→ **What you are asked to do**:
As the answer, set down the lines below from the one containing "1041px,1808px 1078px,1811px 1192px,1758px" through the one containing "1030px,45px 1034px,26px 1252px,0", exactly and inclusively, and no others.

→ **Task input**:
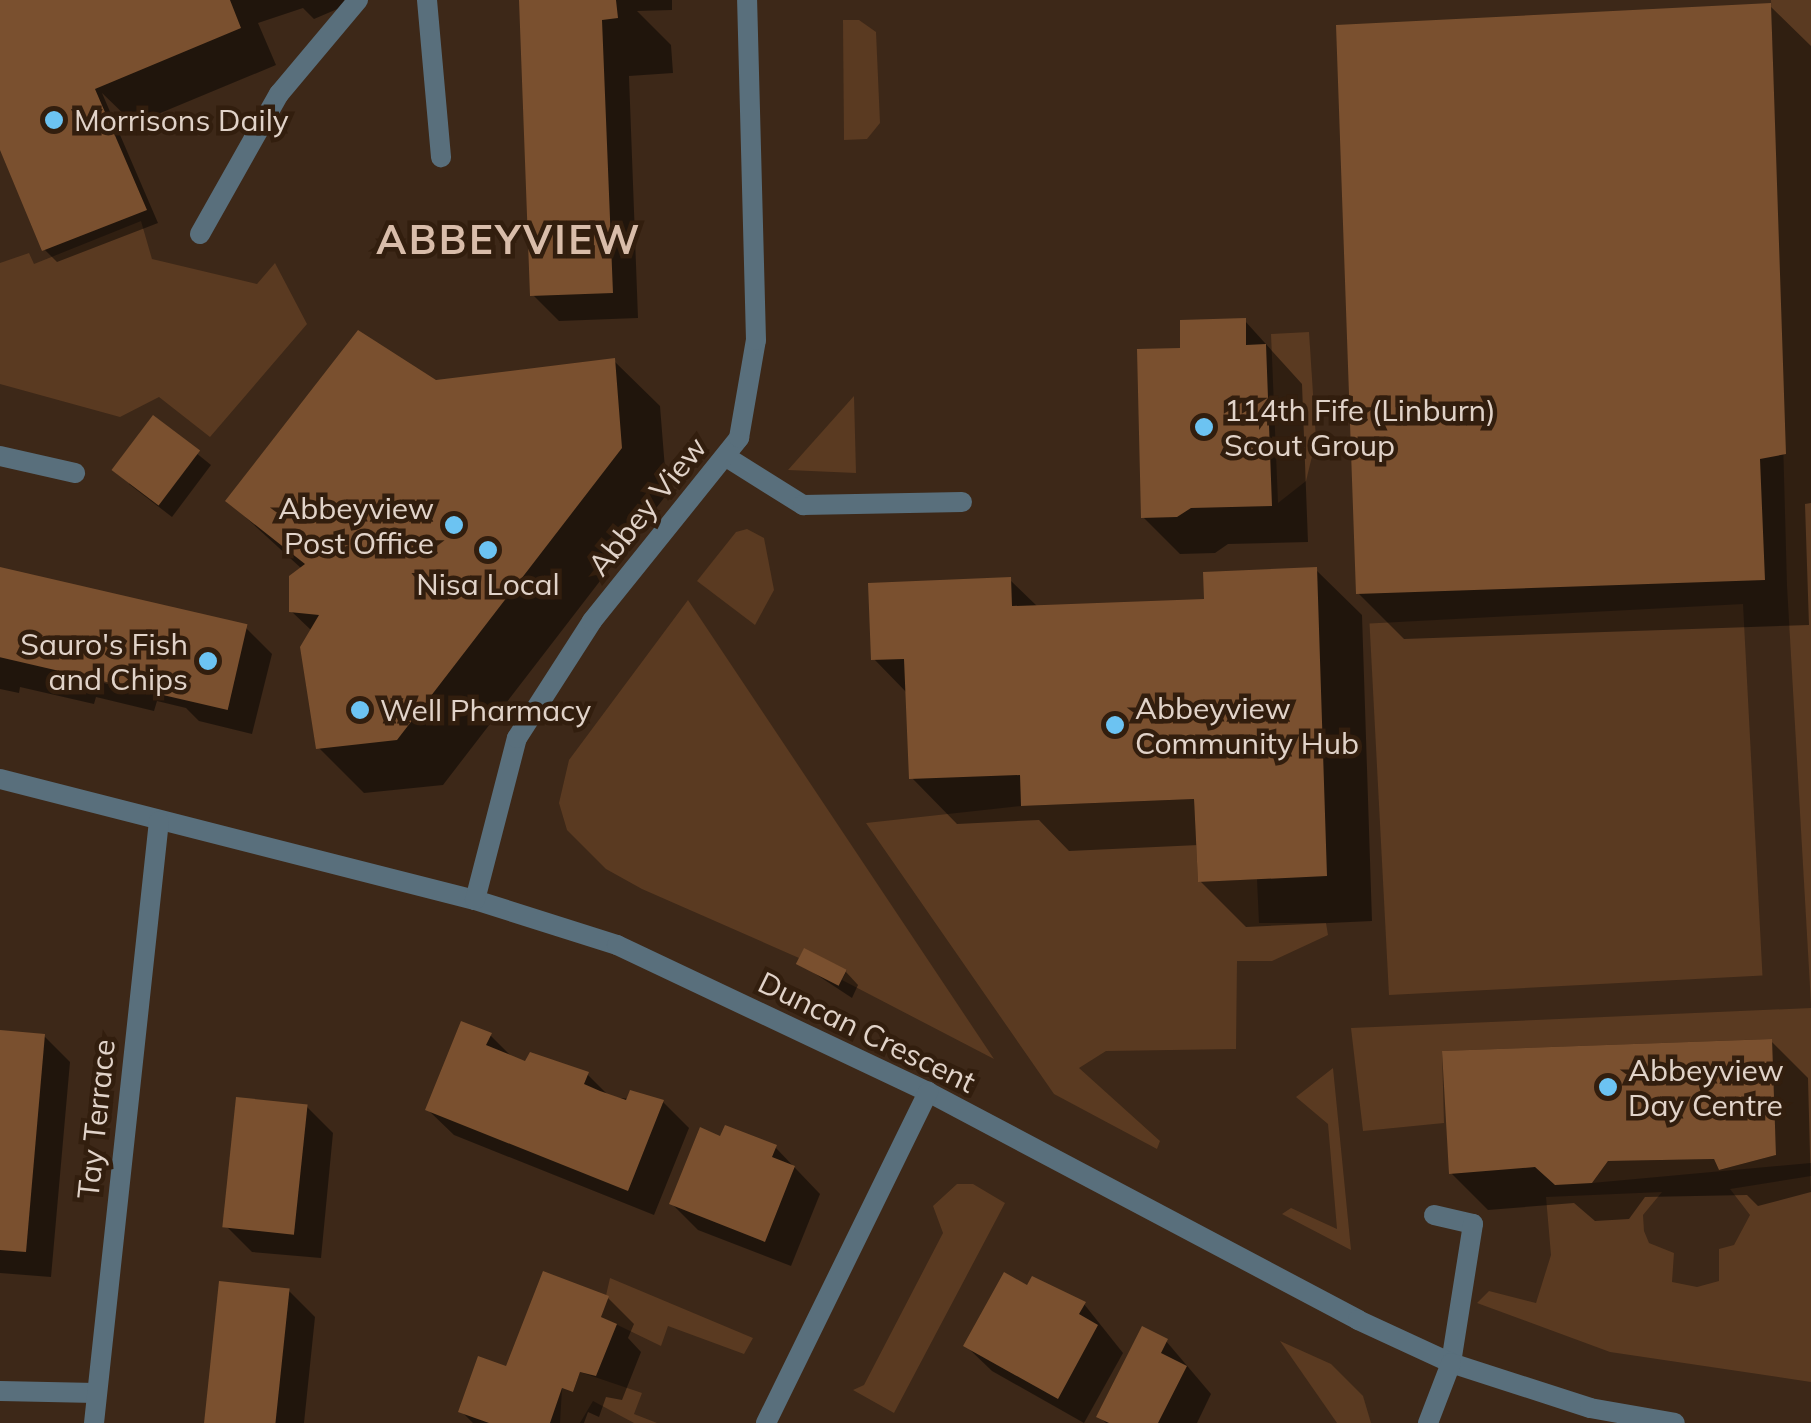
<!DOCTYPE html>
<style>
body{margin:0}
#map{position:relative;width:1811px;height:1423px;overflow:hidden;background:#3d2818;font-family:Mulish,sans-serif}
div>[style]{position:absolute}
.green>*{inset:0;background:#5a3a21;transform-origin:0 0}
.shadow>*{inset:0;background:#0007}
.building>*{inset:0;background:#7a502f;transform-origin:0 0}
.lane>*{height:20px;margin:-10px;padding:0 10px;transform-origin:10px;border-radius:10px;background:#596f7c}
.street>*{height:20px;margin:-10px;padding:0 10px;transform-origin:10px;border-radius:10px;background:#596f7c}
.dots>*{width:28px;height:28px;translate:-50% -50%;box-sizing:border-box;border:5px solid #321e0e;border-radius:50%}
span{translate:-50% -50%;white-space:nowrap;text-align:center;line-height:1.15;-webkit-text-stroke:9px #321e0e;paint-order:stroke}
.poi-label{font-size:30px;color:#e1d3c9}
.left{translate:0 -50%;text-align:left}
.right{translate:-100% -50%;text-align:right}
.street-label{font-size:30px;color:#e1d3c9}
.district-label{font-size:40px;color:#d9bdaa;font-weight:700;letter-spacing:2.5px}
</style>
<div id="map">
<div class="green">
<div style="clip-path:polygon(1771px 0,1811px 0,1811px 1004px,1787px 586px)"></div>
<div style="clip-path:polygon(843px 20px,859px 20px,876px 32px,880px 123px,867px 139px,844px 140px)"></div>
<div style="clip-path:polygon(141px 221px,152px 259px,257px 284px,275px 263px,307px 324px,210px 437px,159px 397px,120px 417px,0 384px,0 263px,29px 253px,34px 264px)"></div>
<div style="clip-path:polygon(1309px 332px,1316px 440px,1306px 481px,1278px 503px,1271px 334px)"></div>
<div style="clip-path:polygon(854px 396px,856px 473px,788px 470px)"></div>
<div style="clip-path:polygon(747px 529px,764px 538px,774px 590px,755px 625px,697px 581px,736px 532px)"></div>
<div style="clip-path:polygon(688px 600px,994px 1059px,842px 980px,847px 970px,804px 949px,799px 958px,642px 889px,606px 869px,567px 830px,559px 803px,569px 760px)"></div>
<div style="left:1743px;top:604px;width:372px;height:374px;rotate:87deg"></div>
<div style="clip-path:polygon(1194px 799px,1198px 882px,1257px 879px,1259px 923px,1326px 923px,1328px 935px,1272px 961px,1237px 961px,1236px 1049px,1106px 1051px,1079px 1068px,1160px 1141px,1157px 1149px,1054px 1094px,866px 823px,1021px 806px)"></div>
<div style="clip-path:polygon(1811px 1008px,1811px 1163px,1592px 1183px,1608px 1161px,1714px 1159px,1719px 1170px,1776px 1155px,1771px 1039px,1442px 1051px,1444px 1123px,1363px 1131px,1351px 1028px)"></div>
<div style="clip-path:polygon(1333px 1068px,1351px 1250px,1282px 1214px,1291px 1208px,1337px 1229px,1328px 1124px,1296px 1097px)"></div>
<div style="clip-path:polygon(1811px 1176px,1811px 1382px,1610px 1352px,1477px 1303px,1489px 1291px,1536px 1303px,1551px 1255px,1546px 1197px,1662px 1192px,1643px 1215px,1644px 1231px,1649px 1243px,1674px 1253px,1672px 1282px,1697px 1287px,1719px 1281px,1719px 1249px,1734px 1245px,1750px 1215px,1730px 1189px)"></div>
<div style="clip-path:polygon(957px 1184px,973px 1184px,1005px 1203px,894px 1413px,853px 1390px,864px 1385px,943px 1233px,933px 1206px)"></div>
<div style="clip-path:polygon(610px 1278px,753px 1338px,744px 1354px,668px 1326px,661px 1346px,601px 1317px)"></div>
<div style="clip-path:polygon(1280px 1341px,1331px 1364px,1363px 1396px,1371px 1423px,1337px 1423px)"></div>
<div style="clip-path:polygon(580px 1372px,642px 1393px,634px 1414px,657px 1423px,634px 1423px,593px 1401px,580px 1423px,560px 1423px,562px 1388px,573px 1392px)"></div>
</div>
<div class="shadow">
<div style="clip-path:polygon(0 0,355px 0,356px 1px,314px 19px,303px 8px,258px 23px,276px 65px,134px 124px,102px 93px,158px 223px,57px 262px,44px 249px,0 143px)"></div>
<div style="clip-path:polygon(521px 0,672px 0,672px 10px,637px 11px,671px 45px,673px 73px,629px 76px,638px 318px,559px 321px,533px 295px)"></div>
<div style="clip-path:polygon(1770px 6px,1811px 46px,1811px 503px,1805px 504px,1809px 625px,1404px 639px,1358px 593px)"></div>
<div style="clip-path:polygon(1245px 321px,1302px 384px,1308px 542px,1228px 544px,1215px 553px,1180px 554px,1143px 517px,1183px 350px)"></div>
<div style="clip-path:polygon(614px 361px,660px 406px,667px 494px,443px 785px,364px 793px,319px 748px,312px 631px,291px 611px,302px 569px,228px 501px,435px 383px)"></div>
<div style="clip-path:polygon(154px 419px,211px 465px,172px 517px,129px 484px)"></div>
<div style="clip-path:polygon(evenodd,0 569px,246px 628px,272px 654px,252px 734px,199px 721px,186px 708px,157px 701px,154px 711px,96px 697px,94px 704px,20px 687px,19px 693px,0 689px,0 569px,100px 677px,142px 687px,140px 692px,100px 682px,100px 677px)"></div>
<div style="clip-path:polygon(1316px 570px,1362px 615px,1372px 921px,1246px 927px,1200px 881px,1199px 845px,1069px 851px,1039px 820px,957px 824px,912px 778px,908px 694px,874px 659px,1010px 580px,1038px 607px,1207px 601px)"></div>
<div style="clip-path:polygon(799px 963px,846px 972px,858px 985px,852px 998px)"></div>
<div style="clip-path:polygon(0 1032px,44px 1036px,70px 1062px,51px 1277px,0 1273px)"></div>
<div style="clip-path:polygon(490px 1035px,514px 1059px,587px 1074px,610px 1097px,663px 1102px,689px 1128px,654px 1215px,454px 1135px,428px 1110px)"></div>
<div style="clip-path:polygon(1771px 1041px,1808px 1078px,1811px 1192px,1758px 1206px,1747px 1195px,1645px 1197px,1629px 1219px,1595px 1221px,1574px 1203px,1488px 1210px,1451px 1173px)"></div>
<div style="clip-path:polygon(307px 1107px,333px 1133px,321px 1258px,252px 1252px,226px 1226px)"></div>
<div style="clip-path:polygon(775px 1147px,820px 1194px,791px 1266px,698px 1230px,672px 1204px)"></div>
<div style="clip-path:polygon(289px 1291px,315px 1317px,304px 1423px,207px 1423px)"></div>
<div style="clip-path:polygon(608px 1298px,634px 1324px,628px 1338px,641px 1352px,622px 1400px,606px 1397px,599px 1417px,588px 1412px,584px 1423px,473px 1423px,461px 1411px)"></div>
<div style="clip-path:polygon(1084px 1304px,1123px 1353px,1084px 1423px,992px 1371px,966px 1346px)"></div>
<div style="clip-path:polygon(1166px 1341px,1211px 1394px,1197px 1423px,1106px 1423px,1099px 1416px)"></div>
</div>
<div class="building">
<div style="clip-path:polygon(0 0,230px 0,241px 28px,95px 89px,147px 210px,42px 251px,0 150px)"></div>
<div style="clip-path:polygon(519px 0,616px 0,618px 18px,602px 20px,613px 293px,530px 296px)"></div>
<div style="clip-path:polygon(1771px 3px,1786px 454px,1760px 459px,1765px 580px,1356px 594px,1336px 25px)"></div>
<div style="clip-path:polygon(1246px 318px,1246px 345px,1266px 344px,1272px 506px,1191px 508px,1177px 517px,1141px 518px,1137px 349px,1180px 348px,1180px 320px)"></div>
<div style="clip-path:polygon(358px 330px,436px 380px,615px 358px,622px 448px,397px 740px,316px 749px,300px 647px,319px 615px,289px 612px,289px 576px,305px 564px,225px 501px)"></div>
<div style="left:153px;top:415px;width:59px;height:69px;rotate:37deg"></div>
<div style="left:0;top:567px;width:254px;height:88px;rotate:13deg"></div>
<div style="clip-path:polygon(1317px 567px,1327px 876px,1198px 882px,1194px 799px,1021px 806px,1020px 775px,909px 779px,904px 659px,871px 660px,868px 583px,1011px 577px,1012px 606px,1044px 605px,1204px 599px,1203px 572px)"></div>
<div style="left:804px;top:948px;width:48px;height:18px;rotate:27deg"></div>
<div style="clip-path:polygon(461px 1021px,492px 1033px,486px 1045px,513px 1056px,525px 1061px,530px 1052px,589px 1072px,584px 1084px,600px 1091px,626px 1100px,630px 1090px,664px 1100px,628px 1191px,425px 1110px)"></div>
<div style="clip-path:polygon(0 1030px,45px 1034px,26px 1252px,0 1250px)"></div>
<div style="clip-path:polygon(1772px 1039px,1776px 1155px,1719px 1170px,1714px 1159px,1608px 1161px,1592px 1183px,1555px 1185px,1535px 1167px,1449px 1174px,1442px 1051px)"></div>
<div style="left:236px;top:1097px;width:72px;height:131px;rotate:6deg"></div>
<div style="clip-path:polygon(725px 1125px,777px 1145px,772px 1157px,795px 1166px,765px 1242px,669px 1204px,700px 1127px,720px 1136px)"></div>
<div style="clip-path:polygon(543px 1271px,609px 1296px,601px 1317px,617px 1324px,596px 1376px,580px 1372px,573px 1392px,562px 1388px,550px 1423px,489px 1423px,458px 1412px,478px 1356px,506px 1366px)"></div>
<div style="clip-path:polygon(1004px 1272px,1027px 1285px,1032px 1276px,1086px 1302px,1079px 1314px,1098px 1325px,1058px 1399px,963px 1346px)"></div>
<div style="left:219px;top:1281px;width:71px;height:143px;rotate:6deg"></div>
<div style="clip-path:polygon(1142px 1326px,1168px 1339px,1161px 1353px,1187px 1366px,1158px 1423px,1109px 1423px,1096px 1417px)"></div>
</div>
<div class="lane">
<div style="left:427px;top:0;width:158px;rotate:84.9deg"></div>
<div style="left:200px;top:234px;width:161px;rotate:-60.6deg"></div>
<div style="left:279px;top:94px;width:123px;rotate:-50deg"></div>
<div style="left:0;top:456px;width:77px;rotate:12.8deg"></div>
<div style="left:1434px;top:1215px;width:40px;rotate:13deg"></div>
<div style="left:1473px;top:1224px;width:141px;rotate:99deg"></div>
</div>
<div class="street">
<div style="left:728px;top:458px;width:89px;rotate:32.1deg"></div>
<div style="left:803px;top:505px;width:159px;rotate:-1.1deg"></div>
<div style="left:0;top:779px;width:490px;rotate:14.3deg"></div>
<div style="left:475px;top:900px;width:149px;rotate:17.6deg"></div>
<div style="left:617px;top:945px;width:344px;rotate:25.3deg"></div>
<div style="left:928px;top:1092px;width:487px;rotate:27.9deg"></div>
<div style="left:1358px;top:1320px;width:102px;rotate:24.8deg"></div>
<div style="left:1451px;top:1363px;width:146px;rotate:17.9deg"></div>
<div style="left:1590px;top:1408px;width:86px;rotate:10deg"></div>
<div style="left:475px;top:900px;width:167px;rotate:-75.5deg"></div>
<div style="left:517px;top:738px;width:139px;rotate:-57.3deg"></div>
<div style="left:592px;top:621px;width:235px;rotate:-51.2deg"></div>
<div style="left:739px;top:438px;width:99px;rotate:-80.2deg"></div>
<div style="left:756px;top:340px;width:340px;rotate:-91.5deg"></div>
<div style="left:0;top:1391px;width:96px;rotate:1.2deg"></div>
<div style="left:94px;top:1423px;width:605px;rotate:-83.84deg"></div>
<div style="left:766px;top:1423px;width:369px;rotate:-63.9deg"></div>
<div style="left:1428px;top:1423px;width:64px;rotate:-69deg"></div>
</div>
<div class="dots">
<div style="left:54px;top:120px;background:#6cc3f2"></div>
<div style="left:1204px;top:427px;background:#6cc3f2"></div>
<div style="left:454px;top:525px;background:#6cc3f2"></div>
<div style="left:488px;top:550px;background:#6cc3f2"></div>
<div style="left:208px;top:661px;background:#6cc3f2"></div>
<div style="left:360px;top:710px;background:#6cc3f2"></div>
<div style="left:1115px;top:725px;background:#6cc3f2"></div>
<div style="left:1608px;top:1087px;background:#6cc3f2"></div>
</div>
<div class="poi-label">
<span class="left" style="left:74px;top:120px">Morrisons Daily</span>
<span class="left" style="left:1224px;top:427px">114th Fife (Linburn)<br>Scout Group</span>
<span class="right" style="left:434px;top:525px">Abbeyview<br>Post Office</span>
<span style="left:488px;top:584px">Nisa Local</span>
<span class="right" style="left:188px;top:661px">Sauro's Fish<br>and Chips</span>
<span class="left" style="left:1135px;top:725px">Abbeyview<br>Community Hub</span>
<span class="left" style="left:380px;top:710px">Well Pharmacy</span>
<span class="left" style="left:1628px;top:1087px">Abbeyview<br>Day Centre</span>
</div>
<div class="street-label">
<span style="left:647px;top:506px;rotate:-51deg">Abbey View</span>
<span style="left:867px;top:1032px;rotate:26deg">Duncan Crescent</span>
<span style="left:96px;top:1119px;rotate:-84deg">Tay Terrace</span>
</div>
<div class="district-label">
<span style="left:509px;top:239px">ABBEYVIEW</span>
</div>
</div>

→ **Response to the exercise**:
<div style="clip-path:polygon(1771px 1041px,1808px 1078px,1811px 1192px,1758px 1206px,1747px 1195px,1645px 1197px,1629px 1219px,1595px 1221px,1574px 1203px,1488px 1210px,1451px 1173px)"></div>
<div style="clip-path:polygon(307px 1107px,333px 1133px,321px 1258px,252px 1252px,226px 1226px)"></div>
<div style="clip-path:polygon(775px 1147px,820px 1194px,791px 1266px,698px 1230px,672px 1204px)"></div>
<div style="clip-path:polygon(289px 1291px,315px 1317px,304px 1423px,207px 1423px)"></div>
<div style="clip-path:polygon(608px 1298px,634px 1324px,628px 1338px,641px 1352px,622px 1400px,606px 1397px,599px 1417px,588px 1412px,584px 1423px,473px 1423px,461px 1411px)"></div>
<div style="clip-path:polygon(1084px 1304px,1123px 1353px,1084px 1423px,992px 1371px,966px 1346px)"></div>
<div style="clip-path:polygon(1166px 1341px,1211px 1394px,1197px 1423px,1106px 1423px,1099px 1416px)"></div>
</div>
<div class="building">
<div style="clip-path:polygon(0 0,230px 0,241px 28px,95px 89px,147px 210px,42px 251px,0 150px)"></div>
<div style="clip-path:polygon(519px 0,616px 0,618px 18px,602px 20px,613px 293px,530px 296px)"></div>
<div style="clip-path:polygon(1771px 3px,1786px 454px,1760px 459px,1765px 580px,1356px 594px,1336px 25px)"></div>
<div style="clip-path:polygon(1246px 318px,1246px 345px,1266px 344px,1272px 506px,1191px 508px,1177px 517px,1141px 518px,1137px 349px,1180px 348px,1180px 320px)"></div>
<div style="clip-path:polygon(358px 330px,436px 380px,615px 358px,622px 448px,397px 740px,316px 749px,300px 647px,319px 615px,289px 612px,289px 576px,305px 564px,225px 501px)"></div>
<div style="left:153px;top:415px;width:59px;height:69px;rotate:37deg"></div>
<div style="left:0;top:567px;width:254px;height:88px;rotate:13deg"></div>
<div style="clip-path:polygon(1317px 567px,1327px 876px,1198px 882px,1194px 799px,1021px 806px,1020px 775px,909px 779px,904px 659px,871px 660px,868px 583px,1011px 577px,1012px 606px,1044px 605px,1204px 599px,1203px 572px)"></div>
<div style="left:804px;top:948px;width:48px;height:18px;rotate:27deg"></div>
<div style="clip-path:polygon(461px 1021px,492px 1033px,486px 1045px,513px 1056px,525px 1061px,530px 1052px,589px 1072px,584px 1084px,600px 1091px,626px 1100px,630px 1090px,664px 1100px,628px 1191px,425px 1110px)"></div>
<div style="clip-path:polygon(0 1030px,45px 1034px,26px 1252px,0 1250px)"></div>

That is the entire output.